Atuação pró-democratas
Foi o pragmático que concorreu a um assento na Câmara dos EUA em 1990. Sanders fez campanha e ganhou como independente, mas com o apoio tácito dos democratas de Vermont.
Perguntado na época como ele iria trabalhar com um partido que ele tanto havia criticado, Sanders disse a um repórter, “Eu avisei as pessoas do meu estado que há 20 anos sou um independente e eu não quero vir aqui e de repente virar democrata. “
Mas desde o início, Sanders deixou claro que ele queria diálogo com os democratas, mesmo que não se tornasse um deles. Ele tinha pouca escolha, pois essa seria a única maneira de obter as aprovações nas comissões. A proposta foi inicialmente rejeitada pelos democratas conservadores com medo de serem acusados, em ano eleitoral, de se unir a um socialista. Mas o acordo foi firmado, e logo o medo de que Sanders se tornasse uma dor de cabeça socialista desapareceu.
Ele entrou no santuário do partido, onde ele permaneceu como um parlamentar relativamente pouco problemático.
“Ele era muito mais um estudante sério do Congresso”, disse um democrata sênior, que falou sob a condição de anonimato. “Ele não era um rebelde. Estava realmente tentando fazer as coisas funcionarem. Nunca ouvi quaisquer queixas -.ninguém nunca disse ‘estamos tendo problemas com Bernie’”.
Em sua carreira de 25 anos na Câmara e depois no Senado, Sanders votou com os democratas mais de 90% das vezes, ocasionalmente divergindo na questão do controle de armas, na qual ele disse que seus votos foram influenciados pelas preocupações de seu estado rural.

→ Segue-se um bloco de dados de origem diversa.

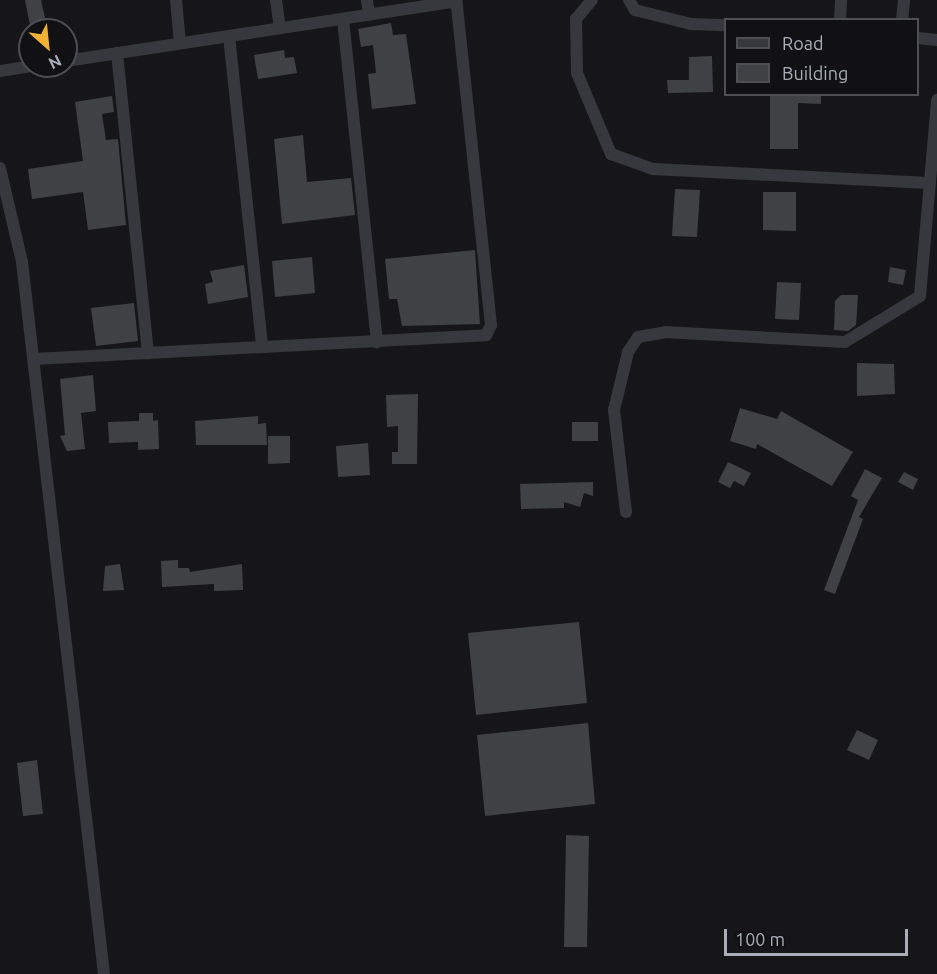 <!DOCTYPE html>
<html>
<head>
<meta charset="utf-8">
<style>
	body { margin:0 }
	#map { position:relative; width:937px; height:974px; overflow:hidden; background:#161618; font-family:Ubuntu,sans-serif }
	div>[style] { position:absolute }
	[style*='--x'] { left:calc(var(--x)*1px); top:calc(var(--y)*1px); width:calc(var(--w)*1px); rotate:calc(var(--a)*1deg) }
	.building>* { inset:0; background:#404145 }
	.minor>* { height:12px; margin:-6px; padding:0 6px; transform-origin:6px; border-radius:6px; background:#37383d }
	span { translate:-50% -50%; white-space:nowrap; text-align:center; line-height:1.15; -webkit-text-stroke:4.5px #111113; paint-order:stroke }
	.legend { position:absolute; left:724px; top:18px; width:195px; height:78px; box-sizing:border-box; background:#111113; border:2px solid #4d4f55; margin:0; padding:8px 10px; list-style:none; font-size:18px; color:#a8adb8 }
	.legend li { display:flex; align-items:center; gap:12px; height:30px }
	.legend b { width:30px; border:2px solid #4d4f55 }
	.north { position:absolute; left:18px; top:18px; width:60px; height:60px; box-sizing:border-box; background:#111113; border:2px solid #4d4f55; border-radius:50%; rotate:153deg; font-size:16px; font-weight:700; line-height:24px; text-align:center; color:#a8adb8 }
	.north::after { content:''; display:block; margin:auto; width:21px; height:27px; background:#f2b134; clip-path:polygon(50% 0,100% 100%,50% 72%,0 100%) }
	.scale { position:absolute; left:724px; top:929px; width:184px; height:27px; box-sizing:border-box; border:3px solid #a8adb8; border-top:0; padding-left:8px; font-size:18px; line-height:21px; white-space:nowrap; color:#a8adb8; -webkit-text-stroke:4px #111113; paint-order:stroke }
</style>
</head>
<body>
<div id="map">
	<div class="building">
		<i style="clip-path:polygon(25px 0,41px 0,46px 22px,30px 25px)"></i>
		<i style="clip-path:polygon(391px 23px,393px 35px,406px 34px,416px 104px,372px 109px,368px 74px,376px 73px,373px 45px,361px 47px,358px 29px)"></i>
		<i style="clip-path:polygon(284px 50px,285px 58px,294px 57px,297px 73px,258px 79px,254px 55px)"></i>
		<i style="clip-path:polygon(712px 56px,713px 92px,668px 93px,667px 80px,689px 80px,689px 57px)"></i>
		<i style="clip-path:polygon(770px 94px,821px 94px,821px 104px,798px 103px,798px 149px,770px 149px)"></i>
		<i style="clip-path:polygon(112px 96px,114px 112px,102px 114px,106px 140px,118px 139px,126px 225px,88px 230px,83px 192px,32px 199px,28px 169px,83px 161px,75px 102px)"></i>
		<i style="clip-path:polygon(303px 135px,307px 182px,351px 178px,355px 215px,282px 224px,274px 139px)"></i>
		<i style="clip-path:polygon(675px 189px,700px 190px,697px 237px,672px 236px)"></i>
		<i style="clip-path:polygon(763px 192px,796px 192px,796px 231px,763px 230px)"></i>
		<i style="clip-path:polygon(475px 250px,480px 324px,402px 326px,397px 299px,389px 299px,385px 259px)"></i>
		<i style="clip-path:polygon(312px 257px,315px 293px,275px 297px,272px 261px)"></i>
		<i style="clip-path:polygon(244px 265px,248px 297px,208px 304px,205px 284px,213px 282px,210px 271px)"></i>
		<i style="clip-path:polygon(890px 267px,906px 270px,903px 285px,888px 282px)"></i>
		<i style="clip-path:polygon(777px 282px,801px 283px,799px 320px,775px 319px)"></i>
		<i style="clip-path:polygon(841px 295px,858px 295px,856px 325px,848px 331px,834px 330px,835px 301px)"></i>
		<i style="clip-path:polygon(134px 303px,138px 341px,96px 346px,91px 308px)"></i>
		<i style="clip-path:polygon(857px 363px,894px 364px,895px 394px,857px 396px)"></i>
		<i style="clip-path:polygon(93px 375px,96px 411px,81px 413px,85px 449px,67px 451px,60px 436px,65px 435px,60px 379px)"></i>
		<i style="clip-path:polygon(418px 394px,417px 464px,392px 464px,392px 452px,398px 452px,398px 426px,387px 427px,386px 395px)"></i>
		<i style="clip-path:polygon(740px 408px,777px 419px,781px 411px,853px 452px,832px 486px,757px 444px,756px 449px,730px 441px)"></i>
		<i style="clip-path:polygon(139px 413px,153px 413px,153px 421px,158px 420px,159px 449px,138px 450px,138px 442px,109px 443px,108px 422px,139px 421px)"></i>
		<i style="clip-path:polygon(258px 416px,258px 424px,266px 423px,267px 445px,196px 445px,195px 421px)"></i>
		<i style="clip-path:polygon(572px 422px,598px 422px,598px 441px,572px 441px)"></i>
		<i style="clip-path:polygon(268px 436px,290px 436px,290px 463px,268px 464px)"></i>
		<i style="clip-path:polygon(368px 443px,370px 475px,338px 477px,336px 446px)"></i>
		<i style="clip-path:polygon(728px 462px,751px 473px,744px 486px,734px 481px,730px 488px,718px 482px)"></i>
		<i style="clip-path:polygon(865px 469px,882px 478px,859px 517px,863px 519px,835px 594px,824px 590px,858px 500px,851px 496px)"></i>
		<i style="clip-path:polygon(904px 472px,918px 479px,913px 490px,898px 482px)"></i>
		<i style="clip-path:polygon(593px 482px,593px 496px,584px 493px,580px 507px,564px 502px,564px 508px,521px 509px,520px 484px)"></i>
		<i style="clip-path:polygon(178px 560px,178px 568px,189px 568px,190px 572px,242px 564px,243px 590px,214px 591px,214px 584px,162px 587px,161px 561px)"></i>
		<i style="clip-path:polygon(120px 564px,124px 590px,103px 591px,105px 566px)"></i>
		<i style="clip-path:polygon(579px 622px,587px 703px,476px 715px,468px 633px)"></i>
		<i style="clip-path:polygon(588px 723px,595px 804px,485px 816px,477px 735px)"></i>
		<i style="clip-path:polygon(857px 730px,878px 740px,869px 760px,847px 750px)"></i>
		<i style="clip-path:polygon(37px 760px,43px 814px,23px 816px,17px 763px)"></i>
		<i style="clip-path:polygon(566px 835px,589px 836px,587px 947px,564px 947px)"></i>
	</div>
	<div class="minor">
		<i style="--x:176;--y:0;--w:43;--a:84.7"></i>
		<i style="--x:276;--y:0;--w:28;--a:82"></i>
		<i style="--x:367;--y:0;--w:15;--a:82"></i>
		<i style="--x:592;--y:0;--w:25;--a:130"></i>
		<i style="--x:576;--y:19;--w:54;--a:88.9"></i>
		<i style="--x:577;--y:73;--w:88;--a:67.2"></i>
		<i style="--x:611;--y:154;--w:45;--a:19.7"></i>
		<i style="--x:653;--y:169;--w:276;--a:2.9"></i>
		<i style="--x:629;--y:0;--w:12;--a:59"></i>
		<i style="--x:635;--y:10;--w:58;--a:14"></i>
		<i style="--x:691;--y:24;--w:35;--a:2"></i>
		<i style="--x:343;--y:19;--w:325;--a:84"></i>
		<i style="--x:840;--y:20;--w:20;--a:-87"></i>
		<i style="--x:902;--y:20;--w:20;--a:-84"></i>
		<i style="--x:229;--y:36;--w:313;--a:83.9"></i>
		<i style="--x:918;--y:38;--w:19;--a:6"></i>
		<i style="--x:117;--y:53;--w:302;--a:84.1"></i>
		<i style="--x:66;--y:61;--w:395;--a:-8.7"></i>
		<i style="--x:0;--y:71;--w:33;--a:-9"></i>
		<i style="--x:0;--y:168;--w:97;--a:76.8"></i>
		<i style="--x:22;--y:262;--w:717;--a:83.43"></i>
		<i style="--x:34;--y:359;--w:453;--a:-3"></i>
		<i style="--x:486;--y:335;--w:11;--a:-63"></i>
		<i style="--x:491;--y:325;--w:327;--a:-96.1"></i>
		<i style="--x:626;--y:512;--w:103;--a:-96.7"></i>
		<i style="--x:614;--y:410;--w:60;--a:-76.4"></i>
		<i style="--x:628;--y:352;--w:18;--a:-56"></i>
		<i style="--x:638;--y:337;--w:27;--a:-10"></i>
		<i style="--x:665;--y:332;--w:180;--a:3.2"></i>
		<i style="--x:845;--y:342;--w:88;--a:-31.5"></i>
		<i style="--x:920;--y:296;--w:197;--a:-85"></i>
	</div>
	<ul class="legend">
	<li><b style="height:8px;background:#37383d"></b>Road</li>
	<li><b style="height:16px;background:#404145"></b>Building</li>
	</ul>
	<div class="north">N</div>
	<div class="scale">100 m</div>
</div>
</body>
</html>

A maioria das vitórias Sanders foram modestas, do tipo entrincheiradas - aprovar uma emenda para um extra de US$ 10 milhões para programas de nutrição de idosos, por exemplo, ou US$ 15 milhões para ajudar as pessoas a climatizar suas casas.
A forma como Sanders operava diz mais. Embora ele pudesse fazer um discurso “batendo o punho”, ele geralmente evitava o tipo de movimento rebelde que irritava os líderes democratas, como o bloquear votações ou impedir o progresso de medidas que ele sabia que iriam ser aprovadas de qualquer maneira.

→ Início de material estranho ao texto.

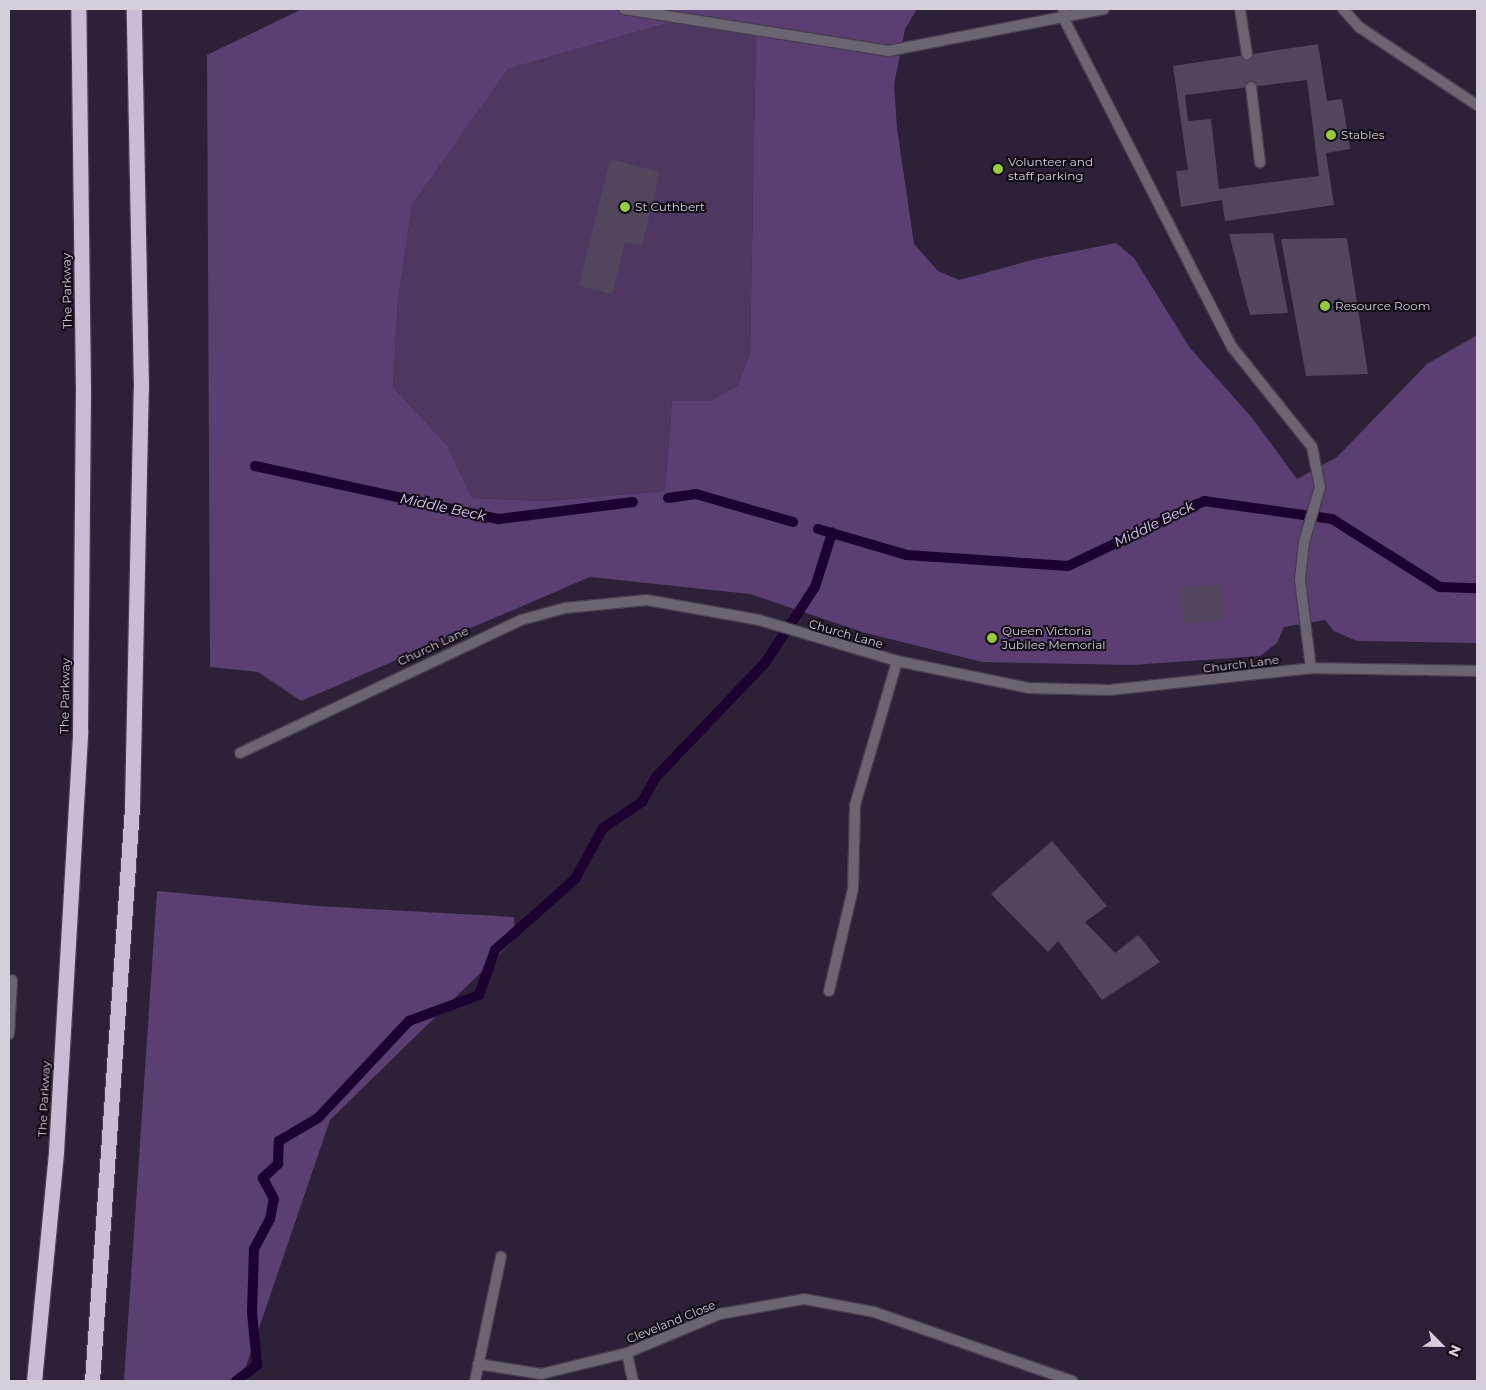 <!DOCTYPE html>
<html>
<head>
<meta charset="utf-8">
<style>
	body { margin:0 }
	#map { position:relative; width:1486px; height:1390px; overflow:hidden; background:#2c2136; font-family:Montserrat,sans-serif }
	div>[style] { position:absolute }
	.green>* { inset:0; background:#4e3761 }
	.forest>* { inset:0; background:#5b3e72 }
	.stream>* { height:10px; margin:-5px; padding:0 5px; transform-origin:5px; border-radius:5px; background:#1d0130 }
	.building>* { inset:0; background:#52465d; transform-origin:0 0 }
	.roads { filter:drop-shadow(1px 0 #473d50) drop-shadow(-1px 0 #473d50) drop-shadow(0 1px #473d50) drop-shadow(0 -1px #473d50) }
	.lane>* { height:10px; margin:-5px; padding:0 5px; transform-origin:5px; border-radius:5px; background:#6a6570 }
	.street>* { height:10px; margin:-5px; padding:0 5px; transform-origin:5px; border-radius:5px; background:#6a6570 }
	.highway>* { height:15px; margin:-7.5px; padding:0 7.5px; transform-origin:7.5px; border-radius:7.5px; background:#cabcd7 }
	.dots>* { width:14px; height:14px; translate:-50% -50%; box-sizing:border-box; border:2px solid #120d16; border-radius:50% }
	span { translate:-50% -50%; white-space:nowrap; text-align:center; line-height:1.15; -webkit-text-stroke:4px #120d16; paint-order:stroke }
	.poi-label { font-size:12px; color:#d5cedb }
	.left { translate:0 -50%; text-align:left }
	.street-label { font-size:12px; color:#d5cedb }
	.water-label { font-size:14px; color:#e0c7f8; font-style:italic }
	.frame { position:absolute; inset:0; border:10px solid #d5cedb; pointer-events:none }
	.north { position:absolute; left:1416px; top:1320px; width:50px; height:50px; -webkit-text-stroke:4px #120d16; paint-order:stroke; rotate:113deg; font-size:14px; font-weight:700; line-height:20px; text-align:center; color:#d5cedb }
	.north::after { content:''; display:block; margin:auto; width:18px; height:22px; background:#d5cedb; clip-path:polygon(50% 0,100% 100%,50% 72%,0 100%) }
</style>
</head>
<body>
<div id="map">
	<div class="green">
		<div style="clip-path:polygon(668px 23px,756px 33px,750px 353px,738px 385px,710px 401px,672px 401px,665px 491px,546px 501px,472px 498px,447px 445px,393px 387px,398px 301px,412px 205px,508px 69px)"></div>
	</div>
	<div class="forest">
		<div style="clip-path:polygon(evenodd,302px 9px,917px 9px,905px 29px,894px 85px,897px 128px,914px 244px,938px 271px,959px 280px,1036px 259px,1116px 243px,1134px 258px,1190px 348px,1253px 419px,1297px 479px,1337px 457px,1427px 364px,1477px 335px,1477px 643px,1357px 641px,1334px 631px,1325px 620px,1284px 627px,1277px 643px,1260px 656px,1132px 665px,982px 662px,862px 632px,750px 594px,590px 577px,301px 701px,258px 672px,210px 667px,207px 55px,302px 9px,668px 23px,756px 33px,750px 353px,738px 385px,710px 401px,672px 401px,665px 491px,546px 501px,472px 498px,447px 445px,393px 387px,398px 301px,412px 205px,508px 69px,668px 23px)"></div>
		<div style="clip-path:polygon(157px 891px,317px 906px,514px 917px,515px 939px,330px 1120px,241px 1381px,124px 1381px)"></div>
	</div>
	<div class="stream">
		<div style="left:255px;top:466px;width:250px;rotate:12.3deg"></div>
		<div style="left:499px;top:519px;width:135px;rotate:-7.2deg"></div>
		<div style="left:668px;top:498px;width:28px;rotate:-8deg"></div>
		<div style="left:696px;top:494px;width:101px;rotate:16.1deg"></div>
		<div style="left:818px;top:529px;width:93px;rotate:16.3deg"></div>
		<div style="left:907px;top:555px;width:161px;rotate:3.9deg"></div>
		<div style="left:1068px;top:566px;width:151px;rotate:-25.5deg"></div>
		<div style="left:1204px;top:501px;width:129px;rotate:8deg"></div>
		<div style="left:1332px;top:519px;width:128px;rotate:32.2deg"></div>
		<div style="left:1440px;top:587px;width:37px;rotate:2deg"></div>
		<div style="left:236px;top:1381px;width:26px;rotate:-37deg"></div>
		<div style="left:257px;top:1365px;width:53px;rotate:-95.4deg"></div>
		<div style="left:252px;top:1312px;width:63px;rotate:-88.2deg"></div>
		<div style="left:254px;top:1249px;width:34px;rotate:-62deg"></div>
		<div style="left:270px;top:1219px;width:20px;rotate:-79deg"></div>
		<div style="left:274px;top:1199px;width:24px;rotate:-118deg"></div>
		<div style="left:263px;top:1178px;width:21px;rotate:-43deg"></div>
		<div style="left:278px;top:1164px;width:23px;rotate:-88deg"></div>
		<div style="left:279px;top:1141px;width:45px;rotate:-30.5deg"></div>
		<div style="left:318px;top:1118px;width:133px;rotate:-46.8deg"></div>
		<div style="left:409px;top:1021px;width:75px;rotate:-20.4deg"></div>
		<div style="left:479px;top:995px;width:48px;rotate:-70.4deg"></div>
		<div style="left:495px;top:950px;width:107px;rotate:-41.6deg"></div>
		<div style="left:575px;top:879px;width:58px;rotate:-61.2deg"></div>
		<div style="left:603px;top:828px;width:47px;rotate:-33.7deg"></div>
		<div style="left:642px;top:802px;width:29px;rotate:-61deg"></div>
		<div style="left:656px;top:777px;width:158px;rotate:-46.3deg"></div>
		<div style="left:765px;top:663px;width:91px;rotate:-56.7deg"></div>
		<div style="left:815px;top:587px;width:57px;rotate:-72.5deg"></div>
	</div>
	<div class="building">
		<div style="clip-path:polygon(evenodd,1318px 44px,1327px 101px,1342px 99px,1350px 149px,1326px 153px,1334px 205px,1225px 221px,1222px 200px,1181px 207px,1176px 171px,1188px 170px,1173px 66px,1318px 44px,1307px 80px,1319px 176px,1219px 189px,1211px 119px,1188px 121px,1185px 95px,1307px 80px)"></div>
		<div style="clip-path:polygon(610px 159px,660px 172px,642px 246px,625px 242px,612px 294px,579px 286px)"></div>
		<div style="clip-path:polygon(1273px 233px,1288px 313px,1250px 315px,1229px 234px)"></div>
		<div style="clip-path:polygon(1347px 238px,1368px 374px,1306px 376px,1281px 239px)"></div>
		<div style="left:1221px;top:584px;width:36px;height:41px;rotate:85deg"></div>
		<div style="clip-path:polygon(1052px 841px,1107px 906px,1085px 922px,1115px 953px,1138px 935px,1160px 962px,1102px 1000px,1058px 941px,1048px 952px,991px 894px)"></div>
	</div>
	<div class="roads">
		<div class="lane">
			<div style="left:624px;top:9px;width:267px;rotate:9deg"></div>
			<div style="left:888px;top:51px;width:220px;rotate:-11deg"></div>
			<div style="left:1064px;top:9px;width:8px;rotate:97deg"></div>
			<div style="left:1063px;top:17px;width:371px;rotate:62.9deg"></div>
			<div style="left:1232px;top:347px;width:128px;rotate:51.3deg"></div>
			<div style="left:1312px;top:447px;width:41px;rotate:78.7deg"></div>
			<div style="left:1320px;top:487px;width:57px;rotate:106.2deg"></div>
			<div style="left:1304px;top:542px;width:38px;rotate:96deg"></div>
			<div style="left:1300px;top:580px;width:89px;rotate:82.9deg"></div>
			<div style="left:1240px;top:9px;width:46px;rotate:81.2deg"></div>
			<div style="left:1343px;top:9px;width:24px;rotate:48deg"></div>
			<div style="left:1359px;top:27px;width:141px;rotate:33.5deg"></div>
			<div style="left:1251px;top:87px;width:76px;rotate:83.2deg"></div>
			<div style="left:829px;top:991px;width:105px;rotate:-76.8deg"></div>
			<div style="left:853px;top:889px;width:84px;rotate:-88.6deg"></div>
			<div style="left:855px;top:805px;width:150px;rotate:-73.7deg"></div>
		</div>
		<div class="street">
			<div style="left:240px;top:753px;width:311px;rotate:-25.3deg"></div>
			<div style="left:521px;top:620px;width:46px;rotate:-15.3deg"></div>
			<div style="left:565px;top:608px;width:82px;rotate:-5.6deg"></div>
			<div style="left:647px;top:600px;width:114px;rotate:10.1deg"></div>
			<div style="left:759px;top:620px;width:144px;rotate:16.5deg"></div>
			<div style="left:897px;top:661px;width:134px;rotate:11.6deg"></div>
			<div style="left:1028px;top:688px;width:82px;rotate:1.4deg"></div>
			<div style="left:1110px;top:690px;width:202px;rotate:-6.2deg"></div>
			<div style="left:1311px;top:668px;width:166px;rotate:1deg"></div>
			<div style="left:9px;top:1034px;width:54px;rotate:-86.8deg"></div>
			<div style="left:627px;top:1353px;width:29px;rotate:78deg"></div>
			<div style="left:478px;top:1364px;width:64px;rotate:9deg"></div>
			<div style="left:541px;top:1374px;width:89px;rotate:-13.7deg"></div>
			<div style="left:627px;top:1353px;width:101px;rotate:-22.8deg"></div>
			<div style="left:720px;top:1314px;width:85px;rotate:-10.1deg"></div>
			<div style="left:804px;top:1299px;width:71px;rotate:10.5deg"></div>
			<div style="left:874px;top:1312px;width:210px;rotate:19.2deg"></div>
			<div style="left:475px;top:1381px;width:127px;rotate:-78.2deg"></div>
		</div>
		<div class="highway">
			<div style="left:34px;top:1381px;width:230px;rotate:-84.5deg"></div>
			<div style="left:56px;top:1152px;width:422px;rotate:-86.7deg"></div>
			<div style="left:80px;top:731px;width:340px;rotate:-89.5deg"></div>
			<div style="left:83px;top:391px;width:382px;rotate:-90.7deg"></div>
			<div style="left:92px;top:1381px;width:575px;rotate:-86.01deg"></div>
			<div style="left:132px;top:807px;width:418px;rotate:-88.8deg"></div>
			<div style="left:141px;top:389px;width:380px;rotate:-91.1deg"></div>
		</div>
	</div>
	<div class="dots">
		<div style="left:1331px;top:135px;background:#95cc3a"></div>
		<div style="left:998px;top:169px;background:#95cc3a"></div>
		<div style="left:625px;top:207px;background:#95cc3a"></div>
		<div style="left:1325px;top:306px;background:#95cc3a"></div>
		<div style="left:992px;top:638px;background:#95cc3a"></div>
	</div>
	<div class="poi-label">
		<span class="left" style="left:1341px;top:135px">Stables</span>
		<span class="left" style="left:1008px;top:169px">Volunteer and<br>staff parking</span>
		<span class="left" style="left:635px;top:207px">St Cuthbert</span>
		<span class="left" style="left:1335px;top:306px">Resource Room</span>
		<span class="left" style="left:1002px;top:638px">Queen Victoria<br>Jubilee Memorial</span>
	</div>
	<div class="street-label">
		<span style="left:67px;top:291px;rotate:-91deg">The Parkway</span>
		<span style="left:846px;top:634px;rotate:16deg">Church Lane</span>
		<span style="left:433px;top:646px;rotate:-25deg">Church Lane</span>
		<span style="left:1241px;top:664px;rotate:-7deg">Church Lane</span>
		<span style="left:65px;top:696px;rotate:-89deg">The Parkway</span>
		<span style="left:44px;top:1099px;rotate:-87deg">The Parkway</span>
		<span style="left:671px;top:1322px;rotate:-22deg">Cleveland Close</span>
	</div>
	<div class="water-label">
		<span style="left:443px;top:507px;rotate:12deg">Middle Beck</span>
		<span style="left:1154px;top:524px;rotate:-26deg">Middle Beck</span>
	</div>
	<div class="frame"></div>
	<div class="north">N</div>
</div>
</body>
</html>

Quando Sanders e seus aliados perderam apoio por um sistema de pagamento único durante o debate sobre o sistema de saúde, por exemplo, ele cedeu e votou pelo Affordable Care Act do presidente Obama, negociando US$ 11 bilhões para os centros de saúde de algumas comunidades.
Quando resolveu fazer um discurso explosivo de oito horas e 37 minutos detonando um acordo firmado para estender cortes de impostos para ricos implementados na era George W. Bush, Sanders teve o cuidado de não punir seus colegas.
“O Discurso”, como ficou conhecido, transformou Sanders em herói para muitos progressistas, mas lhe custou um pouco da boa vontade de seus colegas.
‘Nosso recado vai ecoar de Wall Street a Washington’, diz Sanders
Leia a matéria completaSua aliança com os democratas foi paga ao ser ajudado a afastar os adversários. Sanders foi apoiado por Bill Clinton e mais tarde Al Gore contra Nader, do Partido Verde, apesar de exaltá-lo como “uma progressiva exemplar.”
Tudo isso levou ao ponto em que, quando o senador independente de Vermont, Jim Jeffords, decidiu se aposentar, em 2005, não havia dúvida de quem o partido iria recrutar para manter o assento. Eles se voltaram a outro independente, mas que agora eles viam como um democrata de fato - Sanders.
“Ele tinha um histórico de votação bastante consistente na Câmara, que o definia como mais democrata do que qualquer outra coisa”, disse um ex-oficial do Comitê da Campanha Democrata para o Senado, que falou sob a condição de anonimato. “Houve um nível de conforto de que ele era um democrata.”
De sua parte, Sanders apoiou um candidato democrata para sua cadeira na Câmara. Ele também havia conversado com um jovem progressista que estava pensando, como Sanders tinha feito décadas antes, em concorrer de forma independente.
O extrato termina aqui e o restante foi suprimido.